Please filter the entries and return only the lines that include "Quick".

*** Material for this task ***

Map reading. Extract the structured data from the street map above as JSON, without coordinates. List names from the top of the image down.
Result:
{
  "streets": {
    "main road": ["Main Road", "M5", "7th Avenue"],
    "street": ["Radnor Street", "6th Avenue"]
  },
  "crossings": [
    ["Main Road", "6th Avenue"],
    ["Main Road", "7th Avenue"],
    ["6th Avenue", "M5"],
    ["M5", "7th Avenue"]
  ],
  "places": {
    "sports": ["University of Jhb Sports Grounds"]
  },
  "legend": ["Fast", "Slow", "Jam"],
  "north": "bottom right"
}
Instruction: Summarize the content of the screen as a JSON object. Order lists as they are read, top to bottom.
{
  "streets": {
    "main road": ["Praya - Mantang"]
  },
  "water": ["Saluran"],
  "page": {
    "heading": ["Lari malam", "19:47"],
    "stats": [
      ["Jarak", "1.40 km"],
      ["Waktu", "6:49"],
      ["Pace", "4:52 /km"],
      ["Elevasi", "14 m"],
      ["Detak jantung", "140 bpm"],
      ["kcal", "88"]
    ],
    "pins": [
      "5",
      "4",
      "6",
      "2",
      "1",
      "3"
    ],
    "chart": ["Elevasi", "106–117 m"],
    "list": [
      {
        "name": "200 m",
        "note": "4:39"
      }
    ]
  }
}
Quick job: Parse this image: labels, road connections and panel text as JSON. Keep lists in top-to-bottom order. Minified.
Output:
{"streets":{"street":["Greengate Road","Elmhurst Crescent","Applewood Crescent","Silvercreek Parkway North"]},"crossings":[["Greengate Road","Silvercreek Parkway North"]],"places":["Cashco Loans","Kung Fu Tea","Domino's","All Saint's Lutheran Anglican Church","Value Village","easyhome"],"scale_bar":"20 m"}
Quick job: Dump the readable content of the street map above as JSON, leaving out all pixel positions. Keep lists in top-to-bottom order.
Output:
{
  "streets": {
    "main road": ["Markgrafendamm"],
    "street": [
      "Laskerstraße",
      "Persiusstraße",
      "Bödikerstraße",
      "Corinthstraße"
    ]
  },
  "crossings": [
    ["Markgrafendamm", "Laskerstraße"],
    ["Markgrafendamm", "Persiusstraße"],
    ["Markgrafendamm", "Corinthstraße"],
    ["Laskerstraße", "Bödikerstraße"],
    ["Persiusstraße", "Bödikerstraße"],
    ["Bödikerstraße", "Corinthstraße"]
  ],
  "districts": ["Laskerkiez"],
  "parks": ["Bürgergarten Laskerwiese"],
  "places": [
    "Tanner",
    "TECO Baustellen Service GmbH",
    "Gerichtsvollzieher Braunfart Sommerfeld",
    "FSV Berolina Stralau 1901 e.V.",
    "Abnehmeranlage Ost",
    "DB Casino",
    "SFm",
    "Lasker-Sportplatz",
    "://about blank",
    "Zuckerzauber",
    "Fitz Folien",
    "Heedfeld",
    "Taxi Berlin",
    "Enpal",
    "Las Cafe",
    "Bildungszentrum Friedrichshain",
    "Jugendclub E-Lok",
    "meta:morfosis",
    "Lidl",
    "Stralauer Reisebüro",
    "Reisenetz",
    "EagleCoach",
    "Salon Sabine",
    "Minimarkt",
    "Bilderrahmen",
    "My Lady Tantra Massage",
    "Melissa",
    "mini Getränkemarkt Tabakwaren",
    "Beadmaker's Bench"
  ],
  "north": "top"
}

*** End of Material for this task ***

Response –
Quick job: Parse this image: labels, road connections and panel text as JSON. Keep lists in top-to-bottom order. Minified.
Quick job: Dump the readable content of the street map above as JSON, leaving out all pixel positions. Keep lists in top-to-bottom order.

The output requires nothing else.